Nimmt man die Herbstkirmes als Barometer, wird das der KI niemals gelingen. Da kann sie noch so schlau daherkommen. Gleich drei Kirmesgeschäfte gehen auf der Deutzer Werft auf Entenfang.

Experten erkennen sofort, worin sie sich unterscheiden. Im Preis. Für fünf Euro gibt’s je nach Enten-Anbieter acht, neun oder zehn Versuche. Aber Vorsicht. Der Preis allein ist nicht entscheidend. Die Fließgeschwindigkeit des Wassers kann beim Angeln von großer Bedeutung sein. Ein Hauptgewinn ist schnell vorbeigeschwommen.

Friederich Rüwe (34), Schausteller in der siebten Generation, weiß die Faszination zu erklären. "Ich bin ja noch relativ jung, habe das Geschäft vor 15 Jahren von meiner Familie übernommen und selbst schon drei Kinder", sagt er. "Ich reise viel durch den Kölner und Bonner Raum. Noch heute kommen junge Erwachsene zum Enten angeln und spielen ein paar Runden. Die kenne ich zum Teil schon, seit sie vier sind. Bei uns muss man noch Geschick beweisen. Bei uns geht alles noch sehr traditionell zu. Für mich ist es einfach nur schön, die nächste Generation aufwachsen zu sehen."

Kölner Schausteller kehren vermehrt zurück zur Deutzer Werft

Ente gut, alles gut? Ein Jahr nach dem Rummel, den der Betreiberwechsel durch ein von der Stadt durchgeführtes Losverfahren ausgelöst hat, scheinen sich etliche der Betriebe, die der unterlegenen Gemeinschaft Kölner Schausteller (GKS) angehören, mit der Situation arrangiert zu haben.

Danach sah es zunächst gar nicht aus. Im Gegenteil: Die GKS wollte noch im Frühjahr die Verteilerkästen für Strom nicht freigeben, scheiterte damit vor dem Kölner Landgericht. Der neue Kirmes-Boss Wilfried Hoffmann organisiert das Volksfest jetzt zum zweiten Mal. Und siehe da: Nach Angaben seines Pressesprechers Hugo Winkels werden von den 86 Geschäften der Herbstkirmes, die noch bis zum kommenden Sonntag dauert, 39 von Kölner Schaustellern betrieben. "Davon gehören 28 der GKS an. "Das ist ein großer Zuwachs im Vergleich zur Frühjahrskirmes. Sollten wir den Zuschlag für die Kirmes von der Stadt erneut bekommen, können sich auch gerne weitere bewerben."

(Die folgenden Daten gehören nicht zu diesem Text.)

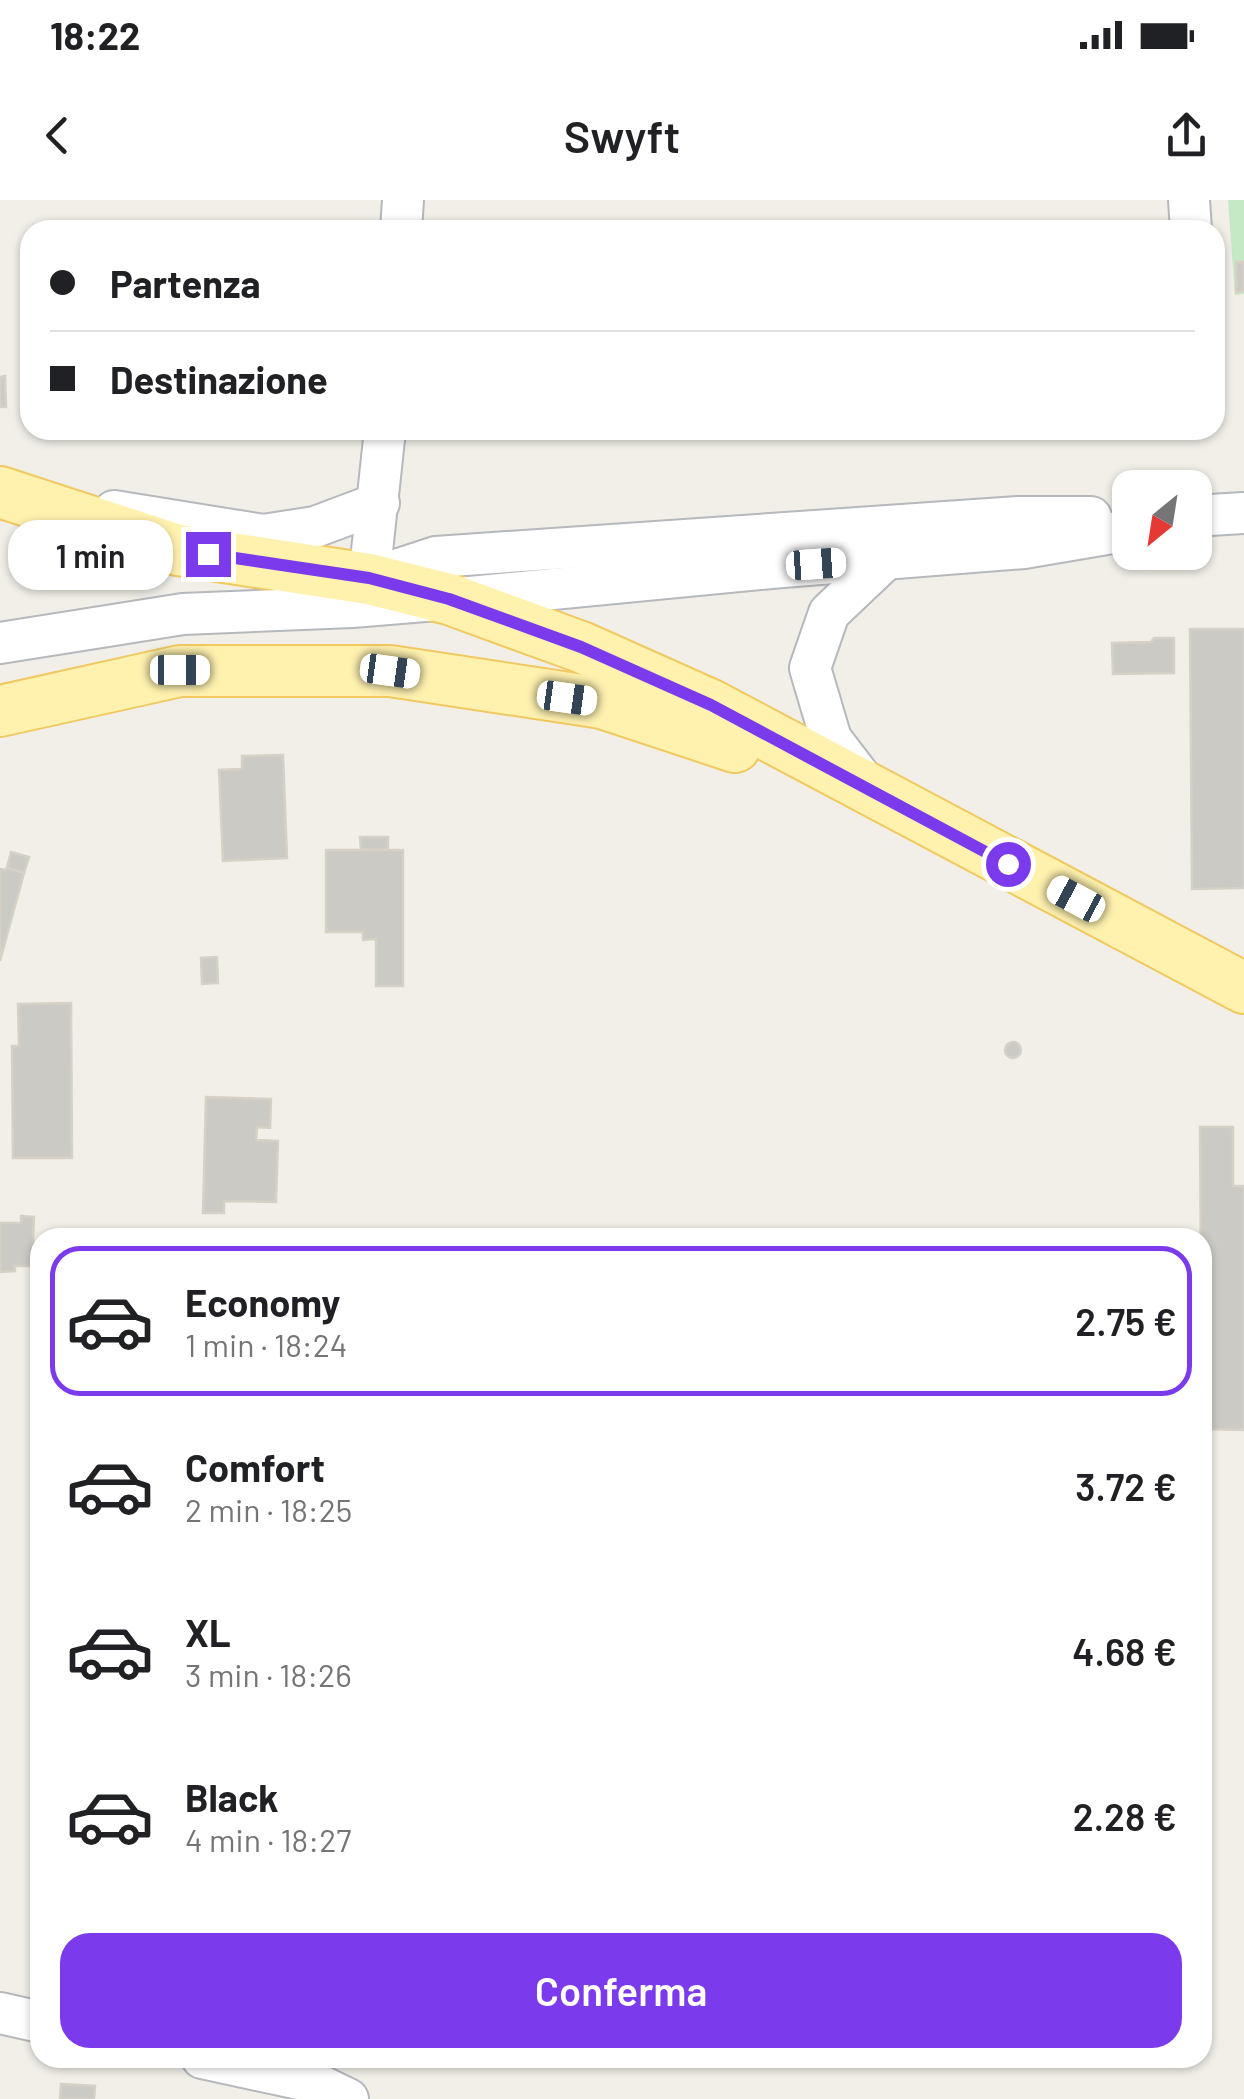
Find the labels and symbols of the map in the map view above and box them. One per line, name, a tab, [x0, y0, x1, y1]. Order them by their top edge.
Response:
north arrow	[1112, 470, 1212, 570]
callout: 1 min	[8, 519, 173, 589]
route end	[186, 532, 231, 577]
car	[785, 547, 847, 581]
car	[358, 652, 422, 690]
car	[150, 655, 210, 685]
car	[535, 679, 599, 717]
route start	[986, 842, 1031, 887]
car	[1042, 872, 1110, 926]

Auch das Traditionsfahrgeschäft der Kirmes ist zurückgekehrt. Die Achterbahn Wilde Maus, die von weitem so aussieht, als schmiege sie sich an die Severinsbrücke. Das ist ihr Stammplatz. Seit vielen Jahren. "Das war schon eine tragische Situation im Frühjahr", sagt Winkels. Aufgrund der kurzfristigen Ausschreibung habe die Familie Barth sich entschieden, nach Augsburg zu gehen. "Wir haben den Austausch mit ihr geführt. Egal, wer die Kirmes in Zukunft betreibt. Die Familie erwartet von dem neuen Betreiber nur einen Anruf, und dann ist sie wieder da."

Wir liegen bei den großen Fahrgeschäften im Schnitt zwei Euro unter den üblichen Kirmes-Großstadtpreisen

Hugo Winkels, Sprecher der Deutzer Herbstkirmes

Tradition und Moderne. Den treuesten Fans der Kirmes, die zum Teil schon seit Jahrzehnten kommen, fallen weitere Veränderungen ins Auge. Neu ist der Kirmes-Biergarten mit Blick auf das Dom-Panorama. "Hier sitzt doch sonst nie einer. Das mussten wir nutzen. Das ist doch einmalig", sagt Winkels.

Die Kölsch-Preise sind es leider auch. Drei Euro für ein Kölsch, das ist eine Stange Geld. Der Höhenrausch, und damit ist das Fahrgeschäft gleich nebenan gemeint, ist für sieben Euro zu haben. Als Gegenleistung wird der Besucher bis zu 45 Meter in die Höhe geschleudert – oder geschaukelt, je nach persönlichem Empfinden.

"Wir liegen in Köln bei den großen Fahrgeschäften im Schnitt zwei Euro unter den üblichen Kirmes-Großstadtpreisen. Das haben wir mit den Schaustellern so verhandelt, weil es den Familientag leider nicht mehr gibt", sagt Winkels. "Die Kirmes vor Ort ist immer noch etwas anderes als ein Freizeitpark. Hier geht man hin für ein oder zwei Stunden, die Oma gibt noch Kirmesgeld und alles ist gut."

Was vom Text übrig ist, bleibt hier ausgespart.